Suppose that we have an embedding $f:\mathbb{R}^2\to\mathbb{R}^3$ which belongs in the Sobolev space $W^{1,p}_{loc}(\mathbb{R^2},\mathbb{R}^3)$ for some $p>2$. Is it true then that for any two points in $f(R^2)$ there exists a curve of finite length connecting them?
Fuglede's theorem: Suppose that $f:\mathbb{R}^n\to\mathbb{R^m}$ is in $W^{1,p}_{loc}$ for any $p$. Then the family of paths which have a closed subpath on which $f$ is not absolutely continuous has $p$-modulus zero.
Added: The modulus of a path family $\Gamma$ is defined to be $M_p(\Gamma)=\inf_{\rho}\int_{\mathbb{R}^2}\rho^pdm$, where the infimum is taken over all Borel functions $\rho:\mathbb{R}^2\to[0,\infty]$ such that $\int_\gamma\rho ds\geq 1$ for all locally rectifiable path $\gamma\in \Gamma$.
PARTIAL PROGRESS. As you mention in comments (and you should really edit the question to include this important piece of information), by Fuglede's theorem $f(\gamma(t))$ is absolutely continuous for almost all path $\gamma\colon [0, 1]\to \mathbb R^2$. In particular, $f(\gamma(t))$ is finite length for almost all paths.
Now take $p=f(x)$ and $q=f(y)$. Let $$\Gamma=\{\gamma\colon [0, 1]\to \mathbb R^2\ :\ \gamma(0)=x, \gamma(1)=y\}.$$ For each $\gamma\in\Gamma$, the path $f(\gamma(t))$ connects $p$ and $q$. The difficulty is that $f(\gamma(t))$ may a priori have infinite length.
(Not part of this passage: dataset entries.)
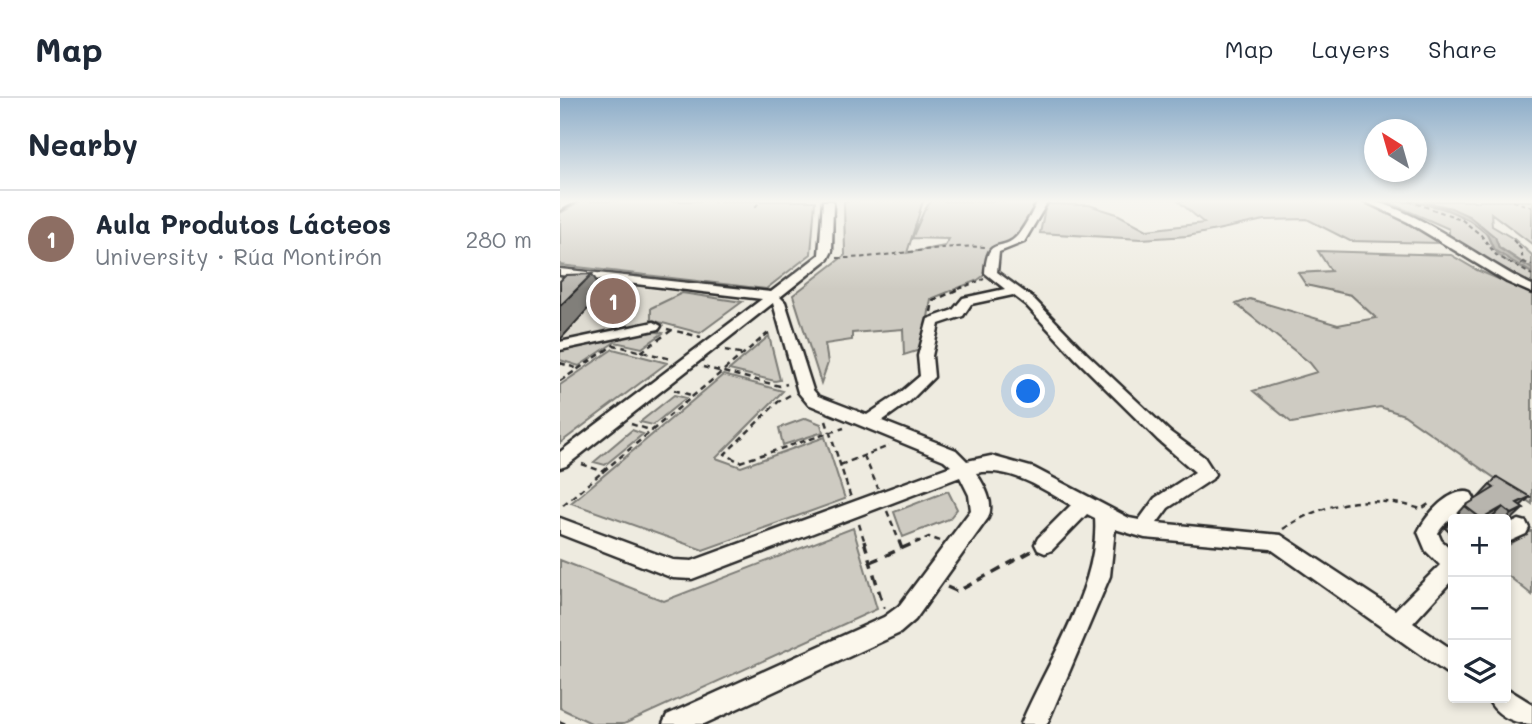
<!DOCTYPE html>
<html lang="en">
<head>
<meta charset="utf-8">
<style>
	:root { --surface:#fff; --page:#f2f2f3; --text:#1f2937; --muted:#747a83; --line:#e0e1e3; --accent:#2b2b2b }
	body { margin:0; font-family:Mali,sans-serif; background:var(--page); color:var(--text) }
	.controls { position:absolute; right:21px; bottom:21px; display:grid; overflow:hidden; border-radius:7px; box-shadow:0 4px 10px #0003 }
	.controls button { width:63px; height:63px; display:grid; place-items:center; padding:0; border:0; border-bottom:2px solid var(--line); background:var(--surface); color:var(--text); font:35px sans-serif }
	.compass { position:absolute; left:804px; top:21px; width:63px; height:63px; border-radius:50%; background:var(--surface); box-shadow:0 4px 10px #0003; rotate:323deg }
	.you { position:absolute; left:469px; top:294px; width:24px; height:24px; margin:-18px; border:5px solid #fff; border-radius:50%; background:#1a73e8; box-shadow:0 0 0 10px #1a73e833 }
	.badge { display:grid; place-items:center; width:46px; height:46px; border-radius:50%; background:var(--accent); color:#fff; font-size:23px; font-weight:700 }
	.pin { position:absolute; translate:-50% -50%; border:4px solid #fff; box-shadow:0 2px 7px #0006 }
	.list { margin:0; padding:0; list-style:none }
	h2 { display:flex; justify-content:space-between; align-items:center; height:91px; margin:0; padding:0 28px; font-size:30px }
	h2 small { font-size:23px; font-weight:400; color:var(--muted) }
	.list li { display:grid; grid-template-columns:46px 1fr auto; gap:21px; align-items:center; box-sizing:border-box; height:98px; padding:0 28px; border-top:2px solid var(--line) }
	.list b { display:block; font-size:26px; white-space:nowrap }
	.list p { margin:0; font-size:23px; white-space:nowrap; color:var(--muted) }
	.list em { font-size:23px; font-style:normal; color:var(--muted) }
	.icon { flex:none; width:38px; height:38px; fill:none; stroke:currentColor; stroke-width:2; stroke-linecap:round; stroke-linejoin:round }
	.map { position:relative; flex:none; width:972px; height:626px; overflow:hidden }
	header { display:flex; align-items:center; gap:42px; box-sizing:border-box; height:98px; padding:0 35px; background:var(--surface); border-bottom:2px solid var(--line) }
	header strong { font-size:33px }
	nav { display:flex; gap:38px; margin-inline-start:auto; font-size:24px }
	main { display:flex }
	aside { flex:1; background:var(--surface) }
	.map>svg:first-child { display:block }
	.built { fill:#dedbd1 }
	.green { fill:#cecbc2; stroke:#7c7b76; stroke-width:2 }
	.water { fill:#a4a29a; stroke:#74726e; stroke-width:2 }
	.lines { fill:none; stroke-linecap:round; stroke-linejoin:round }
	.minor-casing { stroke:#2b2b2b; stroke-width:5 }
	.path-far2 { stroke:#2b2b2b; stroke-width:2; stroke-dasharray:4.5 3.5; stroke-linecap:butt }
	.path-far1 { stroke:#2b2b2b; stroke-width:2.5; stroke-dasharray:6 4.5; stroke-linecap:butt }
	.path { stroke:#2b2b2b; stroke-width:3.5; stroke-dasharray:10 7; stroke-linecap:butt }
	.minor { fill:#fbf7ec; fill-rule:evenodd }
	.wall { fill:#9e9c96; stroke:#2b2b2b; stroke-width:2 }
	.shaded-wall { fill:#817f7a; stroke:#2b2b2b; stroke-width:2 }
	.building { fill:#b8b5ae; stroke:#2b2b2b; stroke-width:2 }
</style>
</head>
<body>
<header>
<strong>Map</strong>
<nav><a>Map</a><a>Layers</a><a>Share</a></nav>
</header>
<main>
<aside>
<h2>Nearby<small></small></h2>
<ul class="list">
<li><span class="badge" style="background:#8d6e63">1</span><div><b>Aula Produtos Lácteos</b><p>University · Rúa Montirón</p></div><em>280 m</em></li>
</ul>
</aside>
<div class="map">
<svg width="972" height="626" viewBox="0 0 972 626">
	<rect width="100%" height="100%" fill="#eeebe0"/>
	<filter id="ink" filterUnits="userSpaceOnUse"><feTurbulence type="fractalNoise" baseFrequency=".0143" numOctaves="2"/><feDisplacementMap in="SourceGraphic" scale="14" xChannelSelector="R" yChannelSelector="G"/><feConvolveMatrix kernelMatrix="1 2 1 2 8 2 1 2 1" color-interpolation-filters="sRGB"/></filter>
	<g filter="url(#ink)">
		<path class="built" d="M0 181 47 186 122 195 91 210 92 233 0 253Z"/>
		<path class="green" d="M22 103H255L251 156 206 191 0 167V115Z
			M284 103H363L347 155 385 148 389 141 352 140 364 113 371 103H479L461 139 432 151 426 159 427 175 418 182 371 201 363 251 344 257 343 231 292 235V242L265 246 268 265 261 285 233 197 285 157Z
			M618 103H799L857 128 879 145 790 143 747 121 704 122 628 138 581 141 480 135 486 106 529 107 557 116 587 132 644 125Z
			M826 103C861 103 897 109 924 133 930 139 930 146 934 152 942 163 961 169 972 175V188L912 156 889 138V131Z
			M864 103H972V146L931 115 932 128 954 141 972 157V171L939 149 935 139 921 127 891 110Z
			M758 153 891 157 917 172 972 195V406L844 317 820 309 732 325 693 293 757 274 750 265 676 206 690 201 778 227 816 220 791 197 746 187 738 175 771 173Z
			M122 195 182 204 140 235 91 222V210Z
			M92 233 103 235 82 250 55 244 19 268 0 262V253Z
			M209 238 220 282 215 283 169 272Z
			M53 251 107 265 0 345V287Z
			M163 277 223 293 156 360 181 369 265 339 285 401 143 452 11 405Z
			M114 297 126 300 93 327 80 324Z
			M246 320 261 326 263 334 223 347 219 330Z
			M72 332 83 336 45 367 34 364Z
			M388 393 397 411 389 421 343 439 334 414Z
			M293 430 317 511 64 626H33L0 610V462L104 503Z
			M971 433H972V497L946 476V449Z"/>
		<path class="water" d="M853 103 891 110 909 118 935 139 939 150 972 171V175L934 152 927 136 909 122 884 110Z"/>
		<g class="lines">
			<defs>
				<path id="minor" d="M3 103H16L0 112V105Z
					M263 103H273L272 153 268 161 220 199 225 204 253 292 258 298 307 317 340 295 360 278 358 258 368 221 393 212 403 200 445 191 425 175C428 134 441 157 458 137 466 127 472 114 478 103H488L464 144 439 154 437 174 474 201 526 255 610 334 644 359 655 376 652 381 608 410 597 425 721 437 835 512 880 467 866 453 858 434C866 417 891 388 911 395L914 400C906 414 889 417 878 435L881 442 893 453V481L853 525 893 552V578L885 574 711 451 585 440 555 431 550 478 487 626H461C487 564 540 488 535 420L527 416 492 452 485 455 478 452 475 446 478 440 511 407C482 391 451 368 416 375 424 387 435 405 428 420L355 522 340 535 144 626H103L107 617 324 519 339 508 411 412 409 397 400 379 132 481 113 480 0 436V420L113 462 132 463 391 368 384 362 248 306 238 294 213 205 6 368 0 370V354L202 201 0 177V171L211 194 259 157ZM453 197 466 207 516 261 598 342 635 374 595 400 579 422 569 420 474 370 431 358 407 363 396 352 322 323 350 303 374 279 372 258 379 226 403 218 411 206Z
					M804 103C847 103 928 167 972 187V195L947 184 848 124Z
					M94 224 101 228 99 231 0 252V244Z
					M959 422 966 424 969 430 966 436 946 445V428Z
					M946 590 972 606V626C955 626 934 617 928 600H946Z"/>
			</defs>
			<use href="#minor" class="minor-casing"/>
			<path class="path-far2" d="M849 103 901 121 921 137 936 157 972 177
				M953 103 972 109
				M195 109 201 103
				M953 142 961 151 963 164 958 168
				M277 160C327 161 375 146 425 149
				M963 164 972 167
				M399 191 424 181"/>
			<path class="path-far1" d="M371 214 373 203 403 189
				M107 231 141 239
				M165 252 183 256
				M81 254 112 232
				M0 265 19 271
				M143 269 220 288 227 286
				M0 283 54 247 111 261
				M114 292 134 298
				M230 297 218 304 165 356 180 364 284 330
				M266 323 291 400
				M71 326 93 333
				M304 358 318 390
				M22 366 44 374
				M280 367 329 348
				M3 407 207 236 213 234
				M327 413 340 445
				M299 426 305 445
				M723 431C765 403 812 396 861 411L869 406
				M355 445 369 439 380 443"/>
			<path class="path" d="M304 443 324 510
				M339 443 342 451
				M310 464 359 443
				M387 489 396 493 404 490 472 453
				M0 624 5 626"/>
			<use href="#minor" class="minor"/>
		</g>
		<path class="wall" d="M937 379 961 407 946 427V421H893V438L885 430 905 408 918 400Z"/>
		<path class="shaded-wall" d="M32 176 43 194 0 242V208Z
			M970 399 952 416 957 405Z
			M943 409 931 421H922Z
			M964 410 946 427V422L952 416Z"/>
		<path class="building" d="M32 176 0 208V183L6 177Z
			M937 379 970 399 957 405 964 410 952 416 943 409 922 421 905 408 934 390 930 387Z"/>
	</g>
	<linearGradient id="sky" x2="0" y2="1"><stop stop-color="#8dadc9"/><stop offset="0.54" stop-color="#f7f6f1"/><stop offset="1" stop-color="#f7f6f1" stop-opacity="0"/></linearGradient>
	<rect width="972" height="191" fill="url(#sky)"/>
</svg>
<div class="controls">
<button>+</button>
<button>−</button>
<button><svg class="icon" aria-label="layers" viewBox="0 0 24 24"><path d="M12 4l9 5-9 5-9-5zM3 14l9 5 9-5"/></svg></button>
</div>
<svg class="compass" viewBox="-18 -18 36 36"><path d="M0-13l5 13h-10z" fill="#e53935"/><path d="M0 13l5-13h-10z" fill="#747a83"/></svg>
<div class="you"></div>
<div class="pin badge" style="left:53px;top:203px;background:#8d6e63">1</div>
</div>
</main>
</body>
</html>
So aiming for a contradiction suppose that $f(\gamma(t))$ has infinite length for all $\gamma\in \Gamma$. I do not have the necessary definitions, because you did not explain them, so I cannot continue. (What does "almost all path" mean, exactly? What measure you put on the space of all paths?).
However, my gut feeling is that this must be in contradiction with that Fuglede's theorem mentioned above. For, whatever that "almost all path" means, I doubt that $\Gamma$ has measure zero. Therefore there must be at least one path $\gamma$ in $\Gamma$ such that $f(\gamma(t))$ is absolutely continuous.